PM-301h · Module 3

Statistical Significance in Prompt Testing

4 min read

Prompt A passes 91% of the golden dataset. Prompt B passes 94%. Is B better? Maybe. It depends on the size of the dataset and the variance of the outputs. With a 50-case dataset, the difference between 91% and 94% is 1.5 cases. One case. That difference is not statistically significant. You cannot conclude B is better from that data.

This matters because teams routinely make promotion decisions based on pass rate differences that are within the noise floor. Prompt A fails on 4.5 cases per 50. Prompt B fails on 3. The improvement is real in the sample but may not reflect real-world performance because the sample is too small. At 300 cases, 91% vs 94% is 9 cases — that difference is likely real. At 50 cases, it is noise.

Practical guidance: evaluate statistical significance using a two-proportion z-test. The null hypothesis is that both prompts have the same underlying pass rate.

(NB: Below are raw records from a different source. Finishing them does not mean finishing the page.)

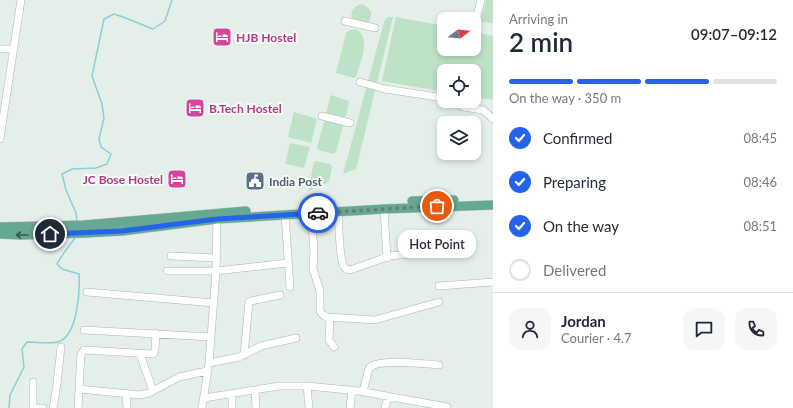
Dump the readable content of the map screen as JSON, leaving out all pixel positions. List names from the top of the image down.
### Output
{
  "places": {
    "hotel": ["HJB Hostel", "B.Tech Hostel", "JC Bose Hostel"],
    "public building": ["India Post"],
    "other": ["Hot Point"]
  },
  "north": "right",
  "page": {
    "heading": ["2 min", "Arriving in", "09:07–09:12"],
    "panel": ["Jordan", "Courier · 4.7"],
    "bar": "On the way · 350 m",
    "list": [
      ["Confirmed", "08:45"],
      ["Preparing", "08:46"],
      ["On the way", "08:51"],
      "Delivered"
    ],
    "bubble": "Hot Point"
  }
}
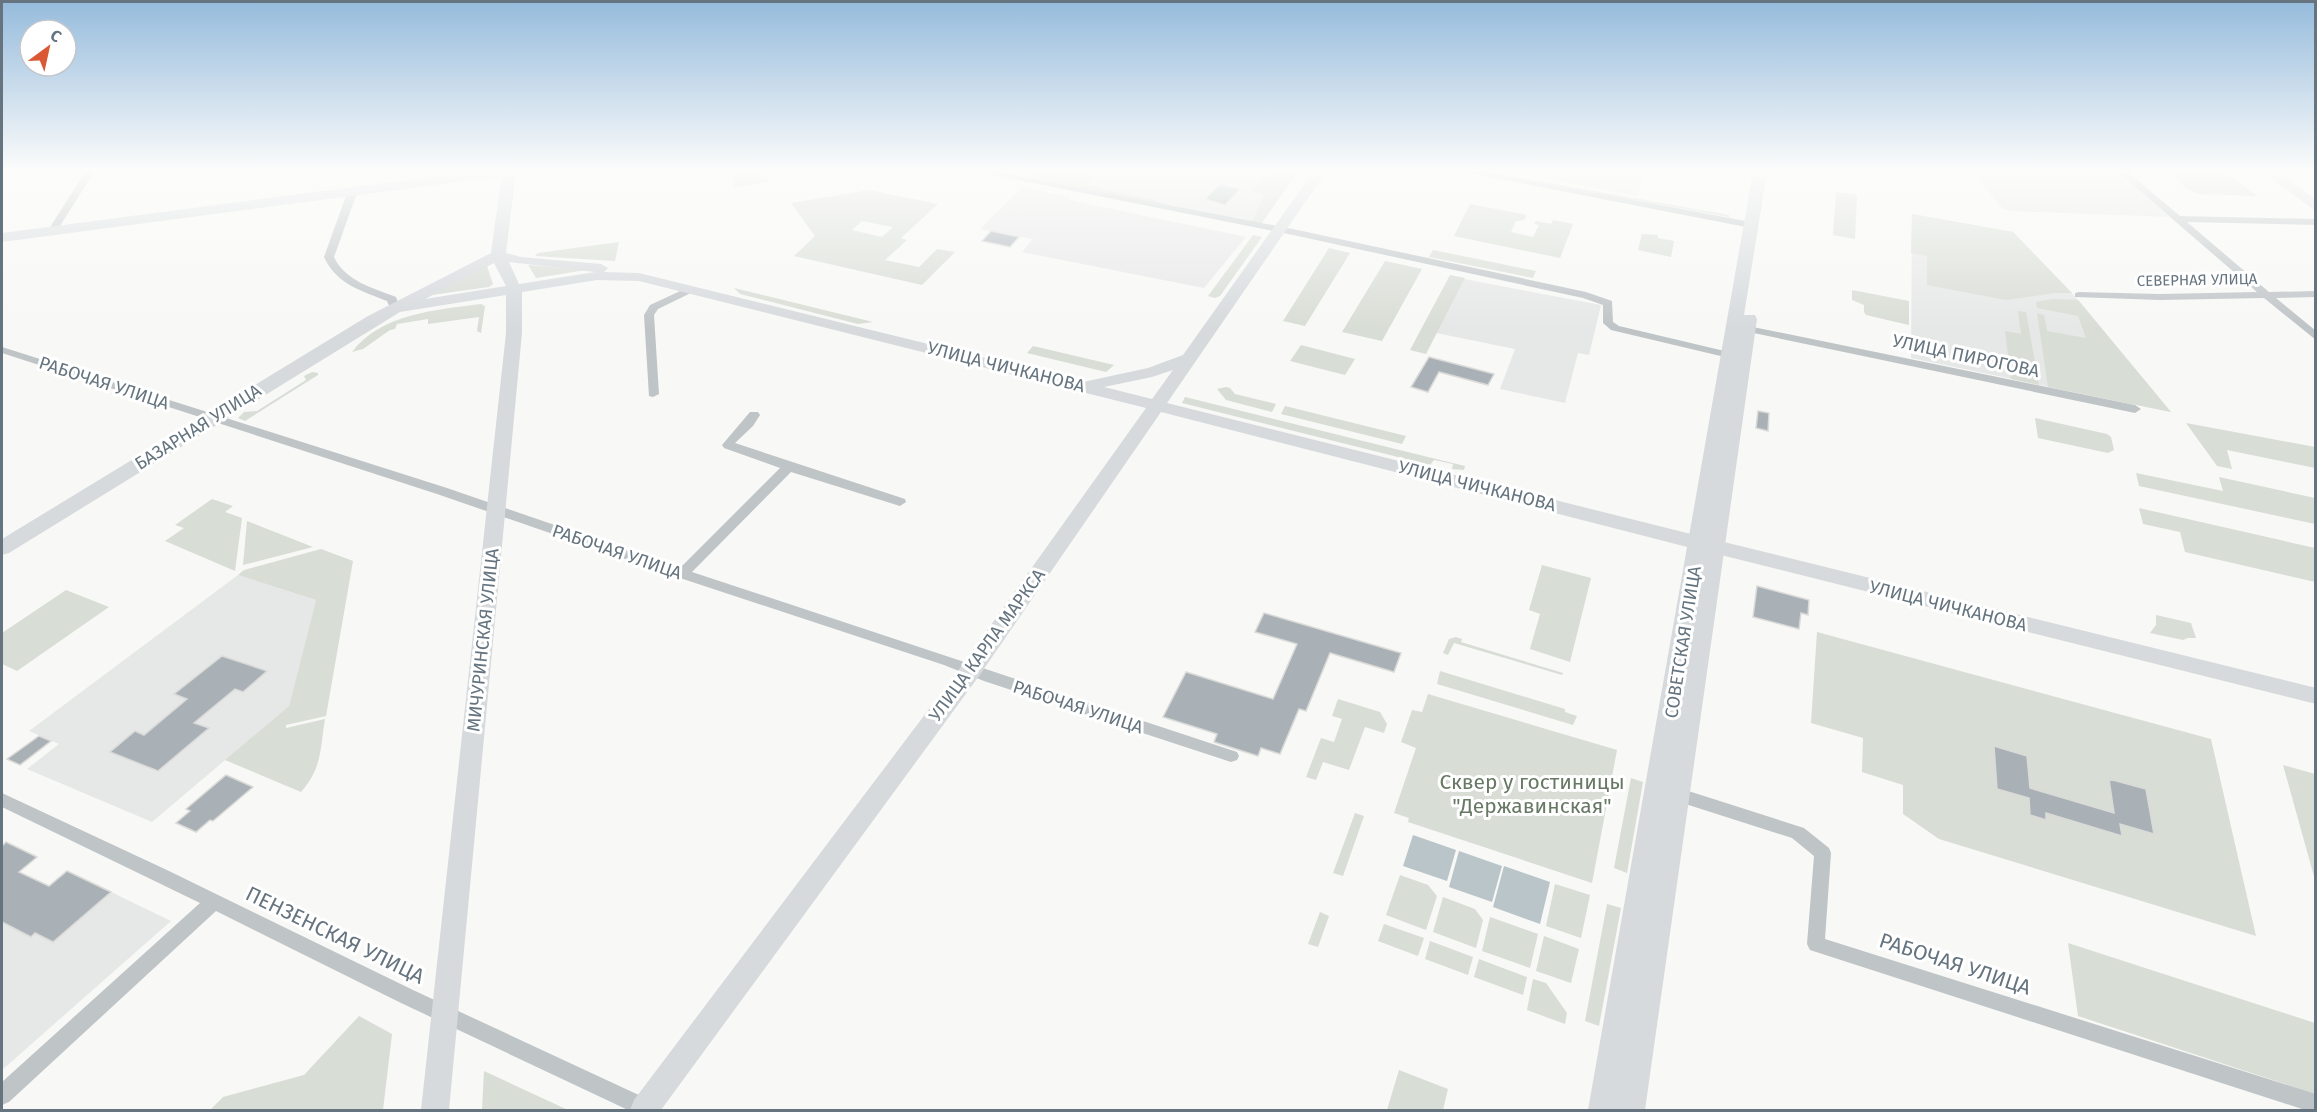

The question is whether the observed difference is large enough, given the dataset size, to reject that null hypothesis at a 95% confidence threshold.

MINIMUM DATASET SIZES FOR RELIABLE COMPARISON

To detect a 5% improvement (e.g., 85% → 90%) with 80% power at 95% confidence:
  Required cases: ~350 per variant

To detect a 10% improvement (e.g., 80% → 90%) with 80% power at 95% confidence:
  Required cases: ~100 per variant

To detect a 3% improvement (e.g., 87% → 90%) with 80% power at 95% confidence:
  Required cases: ~850 per variant

PRACTICAL THRESHOLDS FOR PM TEAMS (simplified)

Dataset size | Minimum meaningful difference
   50 cases  | ≥ 10% (5 cases)
  100 cases  | ≥ 7%  (7 cases)
  200 cases  | ≥ 5%  (10 cases)
  500 cases  | ≥ 3%  (15 cases)

DECISION RULE
If the observed improvement falls below the minimum meaningful difference
for your dataset size: do not make a promotion decision based on that data.
Run more cases, or accept that the difference cannot be confirmed.

WITHIN-CATEGORY SIGNIFICANCE
Report significance within each category (standard, edge, adversarial)
separately. A 10% improvement in standard cases with no change in edge
cases is a different decision than a 10% improvement across all categories.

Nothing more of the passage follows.